Der Schock der schwarzen Nacht stand mir noch tief in den Gliedern. Mutter allerdings genauso. Selten hatte ich sie so nervös gesehen wie heute. Eigentlich... noch nie. Kurz bevor sie zu Wotan gegangen war, war sie nervös gewesen. Heute wusste ich ja, dass sie damals gegangen war um eine Ehe zwischen Niala und mir vorzuschlagen. Doch ihre Nervosität kam eindeutig daher, dass sie ihren ehemaligen Verlobten Wotan wiedergesehen hatte. Auch sein Tod nahm Mutter mit. „Mutter... wenn... wenn wir einfach Ajax schicken?" „Ajax... der Feigling würde es nicht mal wagen ihm in die Augen zu sehen! Das tue ich. Aber ich wünschte, er würde nicht verlangen, dass ich dich mitbringe.", hauchte sie. Mutter war der Schlange nur ein einziges Mal begegnet, kurz nach der schwarzen Nacht in einem Feldlager. Doch da war ihr nur kurz mitgeteilt worden, dass die Schlange gewonnen hatte. Sonst hatten sie nur über Briefe und Boten kommuniziert. Nun waren wir direkt zu ihm geladen in seine Festung. Wir. Ich und Mutter. Immer wieder waren Offiziere ins Lager gekommen. Mutter hatte sie in ihr Schlafzimmer gelassen. Hatte aber immer dafür gesorgt, dass ich fort war. Wenn sie plötzlich hereinplatzten schickte sie mich runter in den Keller. Früher war er mal ein Kerker gewesen doch heute diente er nur der Weinaufbewahrung. Dort kauerte ich und hielt mir die Ohren zu. Und wünschte mich in Nialas Arme. Doch Niala... seit sie hier blutig ins Lager getaumelt war hatte ich sie nicht mehr gesehen. Es hatte mir das Herz zerrissen. Niala... blutig und voll Wunden nichts hatte ich lieber tun wollen als sie in meine Arme zu schließen und zu küssen. Aber es ging nicht. Nie wieder. Gerüchten zufolge lag sie nur in ihrem Lager. Wohl in ihrem Schlafzimmer und ruhte. Nur Ora sahen meine Leute manchmal, wenn sie fischte. auf mein Geheiß hin trieben sie ihr heimlich die Fische in die Netze.
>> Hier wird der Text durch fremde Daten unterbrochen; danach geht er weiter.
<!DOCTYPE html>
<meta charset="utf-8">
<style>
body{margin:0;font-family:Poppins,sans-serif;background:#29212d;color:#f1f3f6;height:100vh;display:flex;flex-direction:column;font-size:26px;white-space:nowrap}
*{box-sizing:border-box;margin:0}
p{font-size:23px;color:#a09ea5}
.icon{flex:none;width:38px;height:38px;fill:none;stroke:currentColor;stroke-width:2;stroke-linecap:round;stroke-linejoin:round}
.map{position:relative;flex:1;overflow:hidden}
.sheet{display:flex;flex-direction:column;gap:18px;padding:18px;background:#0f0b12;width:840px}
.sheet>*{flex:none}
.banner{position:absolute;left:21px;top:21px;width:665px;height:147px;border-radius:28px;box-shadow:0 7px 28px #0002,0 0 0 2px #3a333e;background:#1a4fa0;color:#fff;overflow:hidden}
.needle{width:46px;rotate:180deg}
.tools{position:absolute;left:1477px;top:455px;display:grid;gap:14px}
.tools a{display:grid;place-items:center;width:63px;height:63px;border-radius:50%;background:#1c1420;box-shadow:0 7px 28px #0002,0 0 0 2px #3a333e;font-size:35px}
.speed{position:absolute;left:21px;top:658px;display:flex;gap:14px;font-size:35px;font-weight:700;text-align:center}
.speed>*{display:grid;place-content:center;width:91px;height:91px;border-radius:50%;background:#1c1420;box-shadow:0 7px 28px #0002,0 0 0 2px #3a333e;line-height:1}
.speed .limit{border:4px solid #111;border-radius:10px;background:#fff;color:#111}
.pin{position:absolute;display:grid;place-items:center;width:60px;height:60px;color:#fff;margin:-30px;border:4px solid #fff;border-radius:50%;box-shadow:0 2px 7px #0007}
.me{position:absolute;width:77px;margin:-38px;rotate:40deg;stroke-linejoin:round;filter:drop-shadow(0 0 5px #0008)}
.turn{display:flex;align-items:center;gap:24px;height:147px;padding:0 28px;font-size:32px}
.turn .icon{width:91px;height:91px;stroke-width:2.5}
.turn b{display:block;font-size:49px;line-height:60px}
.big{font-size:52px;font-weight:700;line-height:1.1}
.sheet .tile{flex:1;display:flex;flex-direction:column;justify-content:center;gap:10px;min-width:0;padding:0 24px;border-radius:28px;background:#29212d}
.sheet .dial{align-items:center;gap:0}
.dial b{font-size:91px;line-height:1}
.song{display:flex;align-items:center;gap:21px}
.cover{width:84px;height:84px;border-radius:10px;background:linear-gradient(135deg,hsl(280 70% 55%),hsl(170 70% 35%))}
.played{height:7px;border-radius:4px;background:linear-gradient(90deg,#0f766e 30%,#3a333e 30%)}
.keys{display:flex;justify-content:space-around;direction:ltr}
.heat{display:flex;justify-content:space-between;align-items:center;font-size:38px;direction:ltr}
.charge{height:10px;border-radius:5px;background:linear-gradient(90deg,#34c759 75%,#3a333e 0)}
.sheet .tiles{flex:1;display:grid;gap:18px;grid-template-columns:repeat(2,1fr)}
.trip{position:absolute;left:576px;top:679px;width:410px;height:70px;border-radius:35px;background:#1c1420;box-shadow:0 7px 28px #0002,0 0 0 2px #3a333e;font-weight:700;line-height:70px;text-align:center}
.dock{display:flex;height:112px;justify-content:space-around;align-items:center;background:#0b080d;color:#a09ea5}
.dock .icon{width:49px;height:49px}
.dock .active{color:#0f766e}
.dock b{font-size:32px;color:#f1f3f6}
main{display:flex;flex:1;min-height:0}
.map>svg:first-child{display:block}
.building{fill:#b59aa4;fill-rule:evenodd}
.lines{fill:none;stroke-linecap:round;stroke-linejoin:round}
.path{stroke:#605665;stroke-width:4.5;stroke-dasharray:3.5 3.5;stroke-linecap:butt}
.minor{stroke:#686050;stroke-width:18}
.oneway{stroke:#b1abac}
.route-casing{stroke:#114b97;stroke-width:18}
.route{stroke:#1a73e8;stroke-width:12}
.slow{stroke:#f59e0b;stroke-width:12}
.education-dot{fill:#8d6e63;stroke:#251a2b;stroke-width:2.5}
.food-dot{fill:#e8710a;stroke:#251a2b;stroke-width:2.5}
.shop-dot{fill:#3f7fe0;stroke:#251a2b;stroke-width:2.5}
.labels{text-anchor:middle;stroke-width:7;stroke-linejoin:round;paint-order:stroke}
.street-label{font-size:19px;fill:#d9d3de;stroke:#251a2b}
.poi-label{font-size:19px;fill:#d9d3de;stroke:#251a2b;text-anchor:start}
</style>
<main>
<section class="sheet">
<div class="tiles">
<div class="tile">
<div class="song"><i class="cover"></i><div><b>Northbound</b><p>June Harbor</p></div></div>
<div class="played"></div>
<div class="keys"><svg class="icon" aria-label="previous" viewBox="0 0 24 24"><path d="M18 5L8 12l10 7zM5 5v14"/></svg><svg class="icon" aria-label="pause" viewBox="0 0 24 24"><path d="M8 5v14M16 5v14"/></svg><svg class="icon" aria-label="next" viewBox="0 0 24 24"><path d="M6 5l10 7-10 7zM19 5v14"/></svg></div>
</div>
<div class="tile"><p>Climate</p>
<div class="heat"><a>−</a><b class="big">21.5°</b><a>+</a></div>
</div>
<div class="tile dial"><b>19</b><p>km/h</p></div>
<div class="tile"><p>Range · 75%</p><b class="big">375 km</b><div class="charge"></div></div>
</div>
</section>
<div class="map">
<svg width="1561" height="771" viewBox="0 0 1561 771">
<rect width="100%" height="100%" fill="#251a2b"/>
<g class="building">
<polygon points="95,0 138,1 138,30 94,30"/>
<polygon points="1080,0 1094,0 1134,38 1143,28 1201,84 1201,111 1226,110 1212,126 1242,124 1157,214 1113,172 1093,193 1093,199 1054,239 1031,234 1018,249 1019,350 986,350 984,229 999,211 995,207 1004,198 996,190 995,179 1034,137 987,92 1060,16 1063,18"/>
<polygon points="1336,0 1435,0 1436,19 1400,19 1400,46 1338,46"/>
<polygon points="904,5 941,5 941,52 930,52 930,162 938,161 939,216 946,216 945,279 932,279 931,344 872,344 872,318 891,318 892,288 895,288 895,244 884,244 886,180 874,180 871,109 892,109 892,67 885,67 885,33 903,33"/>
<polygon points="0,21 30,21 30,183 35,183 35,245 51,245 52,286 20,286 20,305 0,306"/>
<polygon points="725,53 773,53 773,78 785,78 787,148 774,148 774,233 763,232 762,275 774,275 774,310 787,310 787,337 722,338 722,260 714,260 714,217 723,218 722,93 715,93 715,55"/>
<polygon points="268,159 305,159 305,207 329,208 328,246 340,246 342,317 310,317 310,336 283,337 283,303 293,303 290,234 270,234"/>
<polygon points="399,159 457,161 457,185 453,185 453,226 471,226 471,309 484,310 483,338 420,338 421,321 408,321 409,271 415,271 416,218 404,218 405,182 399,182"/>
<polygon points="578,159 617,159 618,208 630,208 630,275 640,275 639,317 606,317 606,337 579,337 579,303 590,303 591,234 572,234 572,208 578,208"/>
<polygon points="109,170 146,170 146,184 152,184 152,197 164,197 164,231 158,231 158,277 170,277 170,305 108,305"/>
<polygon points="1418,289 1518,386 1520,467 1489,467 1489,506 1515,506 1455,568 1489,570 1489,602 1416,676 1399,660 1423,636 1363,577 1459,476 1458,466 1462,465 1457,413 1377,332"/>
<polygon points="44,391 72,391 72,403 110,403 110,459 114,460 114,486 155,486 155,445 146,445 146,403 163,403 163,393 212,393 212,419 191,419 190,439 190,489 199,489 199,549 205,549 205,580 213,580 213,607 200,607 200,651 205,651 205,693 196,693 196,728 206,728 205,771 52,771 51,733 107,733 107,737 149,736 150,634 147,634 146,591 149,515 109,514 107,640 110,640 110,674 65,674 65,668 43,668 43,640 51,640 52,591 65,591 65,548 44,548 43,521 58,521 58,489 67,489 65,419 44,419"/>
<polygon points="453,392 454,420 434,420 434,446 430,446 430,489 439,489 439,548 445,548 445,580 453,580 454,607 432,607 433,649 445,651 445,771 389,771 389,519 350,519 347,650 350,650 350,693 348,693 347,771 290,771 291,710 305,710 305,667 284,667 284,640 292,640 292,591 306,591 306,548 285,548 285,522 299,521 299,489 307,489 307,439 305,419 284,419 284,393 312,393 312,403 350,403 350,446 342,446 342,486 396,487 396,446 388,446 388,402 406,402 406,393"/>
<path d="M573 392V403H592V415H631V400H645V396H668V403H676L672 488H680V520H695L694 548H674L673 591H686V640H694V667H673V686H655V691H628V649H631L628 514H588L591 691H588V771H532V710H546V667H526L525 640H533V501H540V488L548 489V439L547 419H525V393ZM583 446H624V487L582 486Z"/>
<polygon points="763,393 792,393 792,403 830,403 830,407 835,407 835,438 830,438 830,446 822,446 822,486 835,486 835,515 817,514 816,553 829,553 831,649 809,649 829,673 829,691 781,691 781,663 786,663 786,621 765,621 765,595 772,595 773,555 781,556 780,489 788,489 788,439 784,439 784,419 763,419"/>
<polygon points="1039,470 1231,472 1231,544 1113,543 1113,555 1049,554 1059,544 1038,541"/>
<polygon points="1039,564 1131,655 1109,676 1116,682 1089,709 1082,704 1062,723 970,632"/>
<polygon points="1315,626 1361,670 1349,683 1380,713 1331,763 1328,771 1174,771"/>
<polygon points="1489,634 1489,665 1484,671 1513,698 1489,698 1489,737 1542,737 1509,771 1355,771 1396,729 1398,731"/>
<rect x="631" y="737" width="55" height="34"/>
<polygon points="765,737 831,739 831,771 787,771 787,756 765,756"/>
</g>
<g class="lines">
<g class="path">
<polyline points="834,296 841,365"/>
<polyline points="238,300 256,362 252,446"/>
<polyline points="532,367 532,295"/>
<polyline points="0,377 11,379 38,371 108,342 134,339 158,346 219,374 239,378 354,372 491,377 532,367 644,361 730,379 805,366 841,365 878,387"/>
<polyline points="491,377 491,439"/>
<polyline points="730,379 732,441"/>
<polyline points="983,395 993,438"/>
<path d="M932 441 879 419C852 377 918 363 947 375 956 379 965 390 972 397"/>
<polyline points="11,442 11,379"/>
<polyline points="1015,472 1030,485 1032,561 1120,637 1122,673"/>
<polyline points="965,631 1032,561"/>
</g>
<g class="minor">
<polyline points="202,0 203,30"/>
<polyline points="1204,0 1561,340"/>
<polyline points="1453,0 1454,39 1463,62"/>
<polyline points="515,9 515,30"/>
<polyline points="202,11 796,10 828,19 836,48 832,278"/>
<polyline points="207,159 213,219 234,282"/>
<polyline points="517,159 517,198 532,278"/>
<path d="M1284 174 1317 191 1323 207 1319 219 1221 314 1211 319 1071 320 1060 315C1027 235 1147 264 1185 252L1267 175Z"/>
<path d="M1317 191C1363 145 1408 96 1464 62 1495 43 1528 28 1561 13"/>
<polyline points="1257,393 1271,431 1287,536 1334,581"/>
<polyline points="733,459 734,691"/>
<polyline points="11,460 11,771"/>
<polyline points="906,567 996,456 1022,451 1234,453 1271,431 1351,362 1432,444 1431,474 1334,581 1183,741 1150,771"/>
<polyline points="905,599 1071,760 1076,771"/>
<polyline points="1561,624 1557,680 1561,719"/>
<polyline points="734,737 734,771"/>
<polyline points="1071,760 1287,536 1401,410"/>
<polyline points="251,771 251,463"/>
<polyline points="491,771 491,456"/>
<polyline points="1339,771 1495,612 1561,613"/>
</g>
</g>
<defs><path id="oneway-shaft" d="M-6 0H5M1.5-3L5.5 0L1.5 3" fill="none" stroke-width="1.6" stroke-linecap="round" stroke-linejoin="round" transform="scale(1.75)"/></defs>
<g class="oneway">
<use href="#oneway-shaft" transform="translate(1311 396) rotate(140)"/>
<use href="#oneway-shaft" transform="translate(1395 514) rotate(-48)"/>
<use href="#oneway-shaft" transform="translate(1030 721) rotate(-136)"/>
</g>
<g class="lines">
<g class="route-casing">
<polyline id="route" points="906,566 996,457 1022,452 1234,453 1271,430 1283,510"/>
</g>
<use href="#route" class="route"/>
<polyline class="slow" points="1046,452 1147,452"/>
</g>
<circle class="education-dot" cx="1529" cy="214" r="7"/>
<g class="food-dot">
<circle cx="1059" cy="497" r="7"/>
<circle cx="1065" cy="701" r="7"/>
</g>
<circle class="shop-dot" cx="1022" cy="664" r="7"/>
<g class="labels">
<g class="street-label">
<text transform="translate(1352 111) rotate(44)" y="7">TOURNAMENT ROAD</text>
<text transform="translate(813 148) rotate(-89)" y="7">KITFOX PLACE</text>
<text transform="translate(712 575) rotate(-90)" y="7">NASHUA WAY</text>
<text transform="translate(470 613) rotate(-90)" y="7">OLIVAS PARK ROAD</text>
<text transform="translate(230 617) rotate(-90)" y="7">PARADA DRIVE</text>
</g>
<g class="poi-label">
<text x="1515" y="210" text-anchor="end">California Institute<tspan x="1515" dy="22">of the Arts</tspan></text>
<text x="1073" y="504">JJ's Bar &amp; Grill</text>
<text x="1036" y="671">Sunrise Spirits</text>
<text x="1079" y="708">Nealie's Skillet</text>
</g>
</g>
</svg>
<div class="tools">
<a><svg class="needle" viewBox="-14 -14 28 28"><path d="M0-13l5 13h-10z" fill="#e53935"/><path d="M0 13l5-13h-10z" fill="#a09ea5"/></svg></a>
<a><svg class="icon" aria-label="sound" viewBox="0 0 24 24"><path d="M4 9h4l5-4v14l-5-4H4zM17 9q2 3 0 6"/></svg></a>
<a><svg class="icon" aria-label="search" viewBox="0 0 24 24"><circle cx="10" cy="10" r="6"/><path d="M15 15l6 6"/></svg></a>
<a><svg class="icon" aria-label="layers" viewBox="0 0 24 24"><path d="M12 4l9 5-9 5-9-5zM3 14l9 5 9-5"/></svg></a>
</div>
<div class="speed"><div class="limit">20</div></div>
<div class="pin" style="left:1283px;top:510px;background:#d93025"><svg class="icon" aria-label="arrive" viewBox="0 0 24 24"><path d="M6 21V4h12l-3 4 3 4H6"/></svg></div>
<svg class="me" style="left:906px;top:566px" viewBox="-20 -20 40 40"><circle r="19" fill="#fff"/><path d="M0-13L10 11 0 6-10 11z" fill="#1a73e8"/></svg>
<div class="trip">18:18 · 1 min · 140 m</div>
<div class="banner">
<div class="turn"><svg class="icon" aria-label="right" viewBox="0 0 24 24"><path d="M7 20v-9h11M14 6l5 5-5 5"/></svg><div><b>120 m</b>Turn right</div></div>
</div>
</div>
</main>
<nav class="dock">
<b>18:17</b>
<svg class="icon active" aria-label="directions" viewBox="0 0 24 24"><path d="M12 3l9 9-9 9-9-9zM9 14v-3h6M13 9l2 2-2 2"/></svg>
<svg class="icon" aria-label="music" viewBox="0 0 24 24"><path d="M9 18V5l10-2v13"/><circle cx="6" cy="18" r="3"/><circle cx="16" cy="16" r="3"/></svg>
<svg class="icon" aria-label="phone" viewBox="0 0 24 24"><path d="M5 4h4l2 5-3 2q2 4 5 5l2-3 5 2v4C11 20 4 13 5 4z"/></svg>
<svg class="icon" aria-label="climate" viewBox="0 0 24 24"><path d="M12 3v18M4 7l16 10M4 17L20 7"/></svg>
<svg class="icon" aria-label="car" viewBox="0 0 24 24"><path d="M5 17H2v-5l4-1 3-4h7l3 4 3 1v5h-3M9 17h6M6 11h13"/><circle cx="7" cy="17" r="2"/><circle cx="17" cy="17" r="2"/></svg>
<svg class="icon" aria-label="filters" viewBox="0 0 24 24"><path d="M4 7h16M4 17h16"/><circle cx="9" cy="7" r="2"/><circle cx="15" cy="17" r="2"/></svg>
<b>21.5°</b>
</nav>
Mehr konnte ich nicht tun. Ansonsten würde sie es bemerken... Oder schlimmer... die Ratten würden auf sie aufmerksam werden. „Bella... zieh dich bitte an. Nichts aufregendes. Einfach... versteck dich in der Kleidung so gut es nur geht. Diese Leute dort... sind Bestien! Rakuras Gefolge besteht aus Abschaum! Aus Leuten, die Wotan niemals auf diesem Land geduldet hätte!", erklärte Mutter und gehorsam ging ich in mein Zimmer.

„Götter...", hauchte Mutter als die Burg in Sichtweite kam. Nie hatte ich dergleichen gesehen! Die Burg ragte aus dem Berg hervor. Einige Türme bestanden bisher nur aus Gerüsten wo Ratten sie höher bauten. „Bleib dicht bei mir!", hauchte Mutter und gehorsam drückte ich mich an ihren Arm. „Wer da?", knurrte ein riesiger Wildschweindämon, der das Tor mit einem anderen bewachte. Ich schluckte. „Mortale Dareiustochter. Ich bin von Rakura geladen worden.", verkündete sie und reichte dem Wachmann den Brief. Er las schnell drüber und nickte. „Öffnet das Tor!", rief er und klopfte an die dicke Tür. Ich hörte, wie sie innen einen Balken von den Toren nahmen und schon öffneten sie sich. „Sieh dich nicht um. Sieh nur nach vorne. Sieh keinem in die Augen aber geh gerade. Zeige keine Angst!", flüsterte mir Mutter zu. Ich nickte und gab mein Bestes ihr zu gehorchen. Auch wenn die Ratten uns anstarrten, nach riefen und ich fürchterliche Angst vor so vielen Ratten hatte... und mein Wolf nicht da war.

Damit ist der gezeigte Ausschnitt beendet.